[[ Material to process, beginning ]]

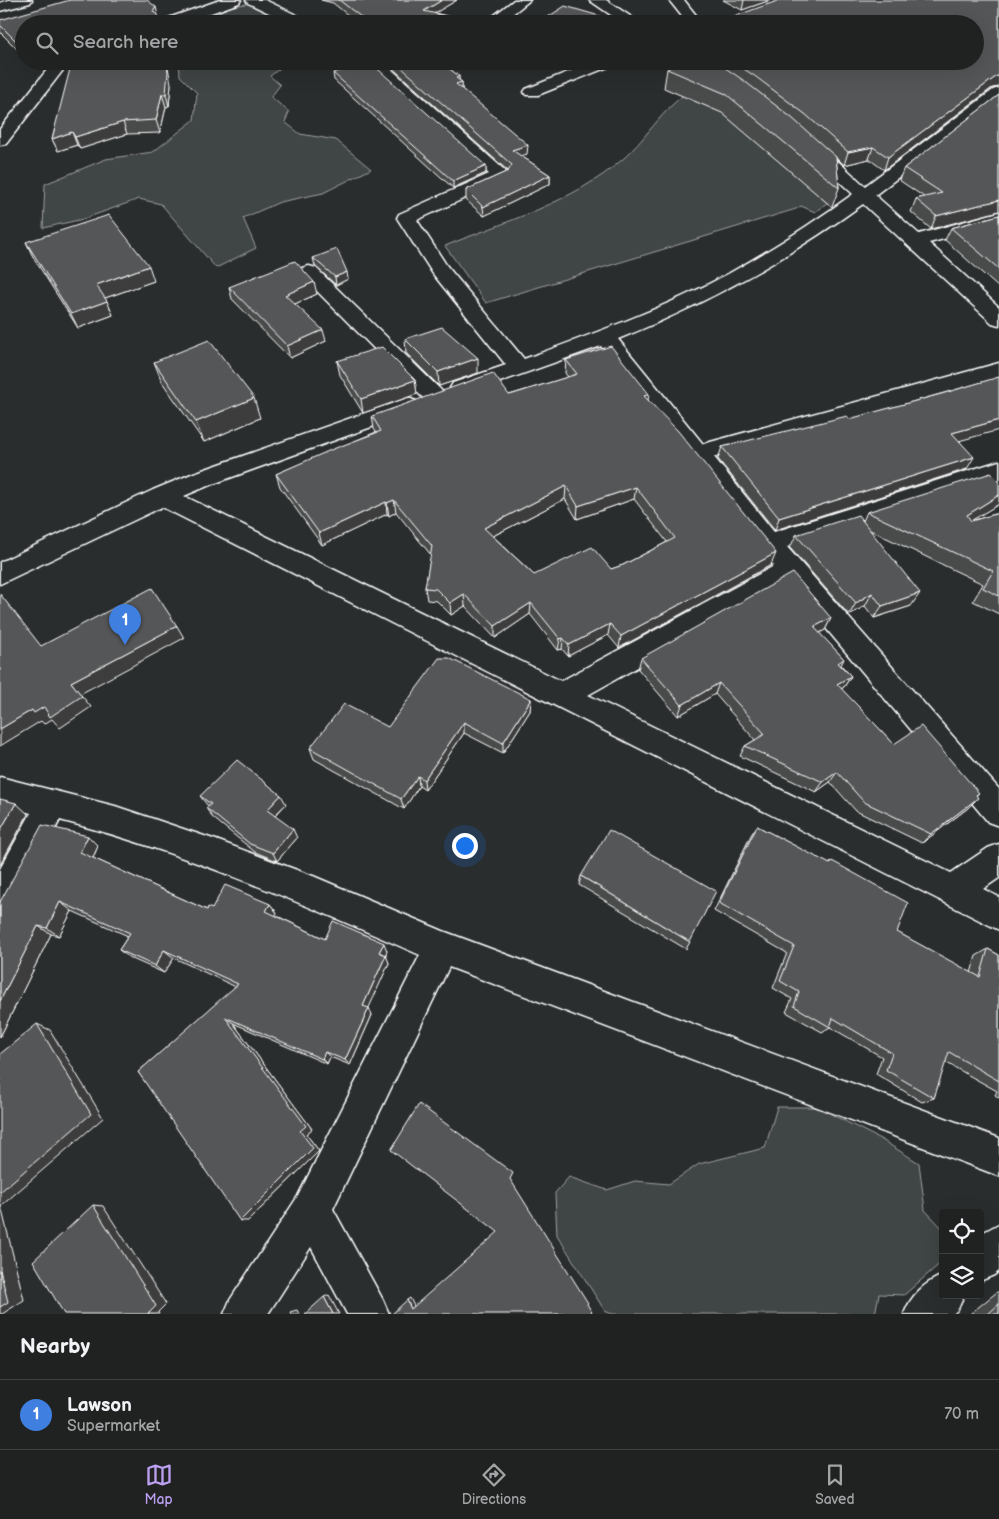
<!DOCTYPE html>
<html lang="en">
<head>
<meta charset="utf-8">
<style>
  body { margin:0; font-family:"Balsamiq Sans",sans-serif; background:#282a2a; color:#f1f3f6 }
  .controls { position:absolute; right:15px; bottom:15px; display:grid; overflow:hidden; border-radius:5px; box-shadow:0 5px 20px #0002 }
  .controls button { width:45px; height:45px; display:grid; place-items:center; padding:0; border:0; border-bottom:1px solid #3d3f40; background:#202222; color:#f1f3f6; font:25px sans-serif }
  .you { position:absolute; left:464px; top:845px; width:18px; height:18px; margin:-12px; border:4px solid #fff; border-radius:50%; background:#1a73e8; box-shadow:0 0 0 8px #1a73e833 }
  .badge { display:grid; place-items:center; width:32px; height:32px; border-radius:50%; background:#bca0f2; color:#fff; font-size:16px; font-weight:700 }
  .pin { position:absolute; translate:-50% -41px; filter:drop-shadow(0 1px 2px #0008) }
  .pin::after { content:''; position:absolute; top:26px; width:18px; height:15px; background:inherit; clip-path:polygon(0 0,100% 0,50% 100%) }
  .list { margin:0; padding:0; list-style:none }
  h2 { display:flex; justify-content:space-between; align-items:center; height:65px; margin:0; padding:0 20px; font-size:21px }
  h2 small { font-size:16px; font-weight:400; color:#a2a4a5 }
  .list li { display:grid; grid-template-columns:32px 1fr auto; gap:15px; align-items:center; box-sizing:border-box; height:70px; padding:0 20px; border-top:1px solid #3d3f40 }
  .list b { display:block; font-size:19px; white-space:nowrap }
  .list p { margin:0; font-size:16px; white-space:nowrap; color:#a2a4a5 }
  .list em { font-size:16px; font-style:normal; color:#a2a4a5 }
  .icon { flex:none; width:28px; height:28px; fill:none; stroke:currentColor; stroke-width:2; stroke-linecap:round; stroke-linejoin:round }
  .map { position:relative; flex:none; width:999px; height:1314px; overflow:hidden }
  .search { position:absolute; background:#202222; box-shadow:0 5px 20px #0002; left:15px; right:15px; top:15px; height:55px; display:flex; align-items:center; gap:12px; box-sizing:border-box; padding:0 18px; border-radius:28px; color:#a2a4a5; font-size:19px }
  .sheet { height:135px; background:#202222 }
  nav { display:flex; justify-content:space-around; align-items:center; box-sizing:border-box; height:70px; border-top:1px solid #3d3f40; background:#202222; font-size:14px; color:#a2a4a5 }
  nav a { display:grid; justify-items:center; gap:2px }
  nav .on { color:#bca0f2 }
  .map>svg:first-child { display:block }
  .green { fill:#414445; stroke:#a0a2a2 }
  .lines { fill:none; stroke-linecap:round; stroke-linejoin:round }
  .minor-casing { stroke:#fff; stroke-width:3 }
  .major-casing { stroke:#fff; stroke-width:3 }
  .minor { fill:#2a2d2e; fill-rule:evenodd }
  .major { fill:#2a2d2e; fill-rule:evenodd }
  .wall { fill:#494b4c; stroke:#fff; fill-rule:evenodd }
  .shaded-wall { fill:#3c3d3e; stroke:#fff }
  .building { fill:#555758; stroke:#fff; fill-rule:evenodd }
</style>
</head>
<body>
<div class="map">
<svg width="999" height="1314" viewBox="0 0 999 1314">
  <rect width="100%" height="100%" fill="#2a2d2e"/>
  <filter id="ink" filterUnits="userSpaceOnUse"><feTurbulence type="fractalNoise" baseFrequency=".02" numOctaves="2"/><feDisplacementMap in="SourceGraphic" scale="10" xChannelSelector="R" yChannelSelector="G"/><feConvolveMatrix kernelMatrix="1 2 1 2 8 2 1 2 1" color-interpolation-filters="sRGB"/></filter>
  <g filter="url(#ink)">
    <path class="green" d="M251,3L292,24H198L228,7Z
      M179,61H313L283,66L270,76L280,85L271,97L289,112L285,122L300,134L336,140L371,169L323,193L280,202L243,218L256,248L216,268L161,204L139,199L83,219L43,228L45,184L106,159L153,152L194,120L197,93L180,76Z
      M696,87L832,199L815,212L801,206L796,209L486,303L445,246C504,222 574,202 623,159C648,137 666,103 696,87Z
      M777,1107H817L882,1140L919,1163L925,1210L943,1229V1261L904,1295L879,1294L875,1314H612L605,1311L557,1235L555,1193L569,1177L607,1190L635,1181L669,1184L699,1164L765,1148Z"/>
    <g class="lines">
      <g class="minor-casing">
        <path id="minor" d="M220,0H241L239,3L180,24H158L160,21Z
          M246,0H265L309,21L311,24H292L248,3Z
          M514,0H530L500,24H483Z
          M589,0H606L642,24H624Z
          M669,0H684L703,24H688Z
          M54,61H70L6,144L0,145V129Z
          M365,61H382L510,175L507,179L417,220L447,266L524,359C593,334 663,309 728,274C771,250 813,223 853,194L804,149L801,145L804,141L810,140L816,141L865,186L993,90L999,88V101L875,195L919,234L999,212V224L929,243L999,307V325L992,323L863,204C787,259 706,304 618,339L703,444L999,363V377L714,457L774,532L999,461V479L787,547L999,789V826L988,822L788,583L588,695L951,873L988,848L999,844V878L983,889L999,897V930L162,507L0,584V562L153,490L194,473L408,398L416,401L419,406L416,411L210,485L184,496L561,681L774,566L601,346L469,393L461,395L453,393L450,388L453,383L506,365L433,274L397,218L399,214L489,174Z
          M595,61H623L620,64L608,67L538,95H526L524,92L526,89Z
          M309,266L316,268L443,392L446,397L443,402L435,405L427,402L302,276L299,272L302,268Z
          M0,777L115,806L216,840L313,876L443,931L999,1138V1176L449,967L333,1209L383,1300L389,1314H347L311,1247L268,1314H224L230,1300L298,1196L420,955C302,903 184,852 60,820L11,912L0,917V869L31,813L0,805Z
          M999,1224V1271L994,1275L980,1281V1234Z
          M943,1275V1295H964L958,1309L953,1314H904C911,1295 924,1283 943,1275Z"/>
      </g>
      <g class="major-casing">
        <path id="major" d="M9,0H32L30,3L0,11V3Z"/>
      </g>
      <use href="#minor" class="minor"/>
      <use href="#major" class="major"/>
    </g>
    <path class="wall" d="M321,0H457L435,13L479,24H359L333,3Z
      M723,0H771L742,10Z
      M999,0V87L992,88L884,170L869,159L844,165L836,157L839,188L832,207L722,113L664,88L667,69L681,61H975Z
      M159,19L158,20L24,24V56L1,33L0,31V20Z
      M388,61H467L447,67L459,76V80L462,82V89L527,154L521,156L550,175V184L484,216L466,200V190L508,171L388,64Z
      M333,73L486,166V173L453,188L334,80Z
      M171,84L169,106L166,107L160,133L127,134L80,149L77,145L58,151L52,139Z
      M999,95V211L931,229L911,212L916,199L924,197L899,180L904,168Z
      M999,215V288L945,240L951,228Z
      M26,242L154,281L105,298L113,315L78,328L33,257Z
      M313,258L348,279L336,285L315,266Z
      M229,287L317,294L295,304L326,341L290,358L232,299Z
      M405,339L478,373L439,386L406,353Z
      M566,360L648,400L771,565L619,648L608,635L568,656L562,649L558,650L530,614L495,638L465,606L451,615L437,601L427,600L425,588L431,555L396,512L389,516L387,514L322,545L280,487L276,474L376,432L374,429L372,416L509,395L568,377L565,373ZM565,499L577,519L634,499L667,542L623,565L611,569L534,575L493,536Z
      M337,361L415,380L417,394L363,413L340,375Z
      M154,362L260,418L204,442L162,382Z
      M849,419L960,441L967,469L775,530L718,459L722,447Z
      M999,481V504L970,521H971L999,513V614L973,601L983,584L870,530L911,606L874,618L865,606L849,615L790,548L796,535L863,521L867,512Z
      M831,618L825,630L819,633L844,659L841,665L851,676L844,687L841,689L894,744L979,793L976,796L978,798L968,808L922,843L856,811L830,782L816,792L740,756L745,746L755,740L715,694L678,716L638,669L641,658Z
      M531,699L530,711L503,753L464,733L425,790L419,786L404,809L314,759L310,748L388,727Z
      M200,796L286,804L275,816L297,838L277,861L255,852L212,817L206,808L208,806Z
      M757,826L829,864L832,861L897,932L971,973L976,956L988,949L999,955V1098L995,1095L997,1091L945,1062L934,1098L922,1102L876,1074L882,1057L830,1027L822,1032L786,1012L792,999L773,988L787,953L714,911L751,835Z
      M88,836L98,846L93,858L207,910L212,909L270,904L277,913L275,915L325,939L387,951L385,955L389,963L368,1008L372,1015L350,1065L330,1057L327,1064L233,1023L312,1129L306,1134L319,1151L248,1221L138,1072L236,987L174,958L164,973L130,958L119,950L128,936L72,911L59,936L51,934L0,1037V902Z
      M581,876L690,942L686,949L579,885Z
      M997,1292H999V1314H970Z"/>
    <path class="shaded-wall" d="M442,0H457L425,19L424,11Z
      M744,0H771L742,10Z
      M156,7L159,19L160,24H159L153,12Z
      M166,61H167L171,84L169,106L166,94Z
      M438,61H467L439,70Z
      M541,61H548L541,64Z
      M459,76V83L462,82V91L457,93L456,78Z
      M997,76H999V87L992,88L884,170L888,157Z
      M162,94L166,107L160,133L156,120Z
      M123,122L127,134L80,149L75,137Z
      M72,132L77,145L58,151L52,139Z
      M528,145L527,154L512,159V150Z
      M873,147L869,159L844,165L848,152Z
      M486,166V173L453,188V181Z
      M550,175V184L484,216L483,207Z
      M999,200V211L931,229L936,216Z
      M149,266L154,281L102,299L96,285Z
      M347,272L348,279L336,285L335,277Z
      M314,282L317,294L288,307L285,295Z
      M107,301L113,315L78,328L71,314Z
      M323,330L326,341L290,358L287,346Z
      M478,358V373L439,386L438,372Z
      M415,380L417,394L363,413L361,399Z
      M649,394L647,407L644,396Z
      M254,398L260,418L204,442L196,422Z
      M999,420V430L944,445L952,433Z
      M974,457L967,469L775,530L779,518Z
      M566,486L565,499L485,540L484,528Z
      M636,487L634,499L577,519L578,506Z
      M999,495V504L959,528L967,515Z
      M394,500L396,512L389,516L387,503Z
      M386,502L387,514L322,545L319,533Z
      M776,553L771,565L619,648L621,636Z
      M872,593L865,606L849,615L856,603Z
      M920,593L911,606L874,618L882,606Z
      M464,594L465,606L451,615L450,603Z
      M531,603L530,614L495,638V626Z
      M831,618L825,630L808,639L814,627Z
      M610,624L608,635L568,656L569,645Z
      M177,626L184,638L80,694L71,682Z
      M563,638L562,649L558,650L560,639Z
      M851,676L844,687L830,695L837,684Z
      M719,683L715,694L678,716L682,705Z
      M82,696L91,707L60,728L52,719L44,724L41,721L0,746V729L32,710Z
      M531,699L530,711L503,753V743Z
      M464,722V733L425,790L424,780Z
      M837,772L830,782L816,792L823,782Z
      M418,776L419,786L404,809L401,799Z
      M281,795L286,804L272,818L267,810Z
      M978,798L968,808L922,843L931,834Z
      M16,803L28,814L0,865V831Z
      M293,829L297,838L277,861L273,853Z
      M88,836L98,846L91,862L80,852Z
      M60,902L72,911L59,936L47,928Z
      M270,904L277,913L273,920L266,911Z
      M38,926L51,934L0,1037V1001Z
      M384,943L387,951L383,960L379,952Z
      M164,950L174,958L164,973L155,966Z
      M386,955L389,963L367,1012L363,1006Z
      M369,1008L372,1015L350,1065L345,1060Z
      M225,1017L233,1023L312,1129L306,1134L319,1151L248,1221H240L300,1131Z
      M37,1024L50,1030L103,1118L1,1206L24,1300L2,1314H0V1192Z
      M325,1052L330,1057L327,1064L322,1059Z
      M93,1205L103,1206L166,1304L158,1312L159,1314H148Z
      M329,1295L339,1314H333L324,1297Z
      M410,1298L414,1306L411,1309L407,1300Z
      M297,1310L299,1314H291L290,1312Z"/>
    <path class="building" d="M70,0H147L156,7L153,12L157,14L159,24H24V49L0,25V20Z
      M339,0H442L424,11L479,24H370Z
      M780,0H999V76H997L888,157L873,147L848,152L805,114L756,77L732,61H975V24H713Z
      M565,6L627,24H537Z
      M72,61H166L168,72L166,94H162L156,120L123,122L75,137L72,132L52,139Z
      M394,61H439L459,76L456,78L462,82L456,84L528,145L512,150L550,175L483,207L466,190L508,171L512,165Z
      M681,61H715L743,80L792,118L836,157L839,188L726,94L667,69Z
      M370,62L486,166L453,181L333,73Z
      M999,95V200L936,216L916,199L942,193L904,168Z
      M109,215L149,266L96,285L107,301L71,314L26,242Z
      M999,215V269L951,228Z
      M337,249L347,272L335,277L313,258Z
      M295,261L314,282L285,295L323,330L287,346L229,287Z
      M442,327L478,358L438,372L405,339Z
      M209,340L254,398L196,422L154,362Z
      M611,346L649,394L644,396L678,431L776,553L621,636L610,624L569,645L563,638L560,639L531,603L495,626L464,594L450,603L436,589L425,588L432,546L394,500L387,503L386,502L319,533L276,474L333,449L381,431L372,416L493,373L509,395L513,394L577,374L566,360ZM566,486L578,506L636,487L675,538L623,565L611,569L592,547L534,575L484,528Z
      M382,347L415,380L361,399L337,361Z
      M999,377V420L952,433L974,457L779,518L722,447L847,416L849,419L941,394Z
      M991,473L999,481V495L967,515L971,521L999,513V596L983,588L993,571L867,512Z
      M858,515L920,593L882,606L872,593L856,603L796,535Z
      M793,573L831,618L814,627L844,659L838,663L851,676L837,684L894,744L921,726L979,793L976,795L978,798L931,834L864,802L837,772L823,782L745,746L765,734L719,683L682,705L641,658Z
      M152,588L177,626L71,682L82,696L50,717L44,707L34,713L32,710L0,729V594L41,646Z
      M439,658H449L531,699L503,743L464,722L424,780L418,776L401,799L310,748L344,704L388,727Z
      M237,760L281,795L267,810L293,829L273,853L250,844L206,808L211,804L200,796Z
      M0,799L16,803L0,831Z
      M42,825L88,836L80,852L207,910L208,907L212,909L225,885L270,904L266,911L325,939L333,921L384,943L379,952L386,955L363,1006L369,1008L345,1060L325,1052L322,1059L225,1017L306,1126L300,1131L313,1148L240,1221L138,1072L238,984L164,950L155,966L119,950L130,933L60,902L47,928L38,926L0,1001V902Z
      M757,826L830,864L832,861L908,903L897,932L980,977L988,949L999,955V1081L949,1052L934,1098L886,1070L892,1053L833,1018L830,1027L794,1006L799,992L780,981L794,946L719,903Z
      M609,830L716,891L690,942L581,876Z
      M37,1024L91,1114L0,1192V1054Z
      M419,1104L513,1173L510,1179L588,1303L587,1304L593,1314H392L407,1300L411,1309L498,1232L391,1150Z
      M93,1205L156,1306L148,1314H64L33,1261Z
      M0,1270L8,1302L0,1307Z
      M324,1297L333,1314H305Z
      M999,1304V1314H988Z"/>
  </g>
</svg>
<div class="controls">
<button><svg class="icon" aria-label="locate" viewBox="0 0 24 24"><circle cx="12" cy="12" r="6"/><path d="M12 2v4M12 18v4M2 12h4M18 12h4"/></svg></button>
<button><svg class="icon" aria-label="layers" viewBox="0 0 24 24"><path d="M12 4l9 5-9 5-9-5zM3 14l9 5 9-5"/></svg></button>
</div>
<div class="you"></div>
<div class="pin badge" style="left:125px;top:645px;background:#3f7fe0">1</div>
<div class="search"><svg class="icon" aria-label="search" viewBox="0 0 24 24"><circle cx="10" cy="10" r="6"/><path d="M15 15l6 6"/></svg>Search here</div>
</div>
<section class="sheet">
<h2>Nearby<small></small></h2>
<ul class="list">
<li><span class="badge" style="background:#3f7fe0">1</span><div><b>Lawson</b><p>Supermarket</p></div><em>70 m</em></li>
</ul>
</section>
<nav>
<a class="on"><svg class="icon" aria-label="map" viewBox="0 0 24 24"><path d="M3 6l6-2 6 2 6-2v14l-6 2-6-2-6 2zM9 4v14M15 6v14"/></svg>Map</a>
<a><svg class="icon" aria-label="directions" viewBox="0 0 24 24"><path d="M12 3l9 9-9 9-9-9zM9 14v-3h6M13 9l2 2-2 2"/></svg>Directions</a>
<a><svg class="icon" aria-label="saved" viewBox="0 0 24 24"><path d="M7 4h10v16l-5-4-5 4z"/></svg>Saved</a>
</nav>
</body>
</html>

[[ Material to process, end ]]

Write out each line above that contains the word "bottom".

  .controls { position:absolute; right:15px; bottom:15px; display:grid; overflow:hidden; border-radius:5px; box-shadow:0 5px 20px #0002 }
  .controls button { width:45px; height:45px; display:grid; place-items:center; padding:0; border:0; border-bottom:1px solid #3d3f40; background:#202222; color:#f1f3f6; font:25px sans-serif }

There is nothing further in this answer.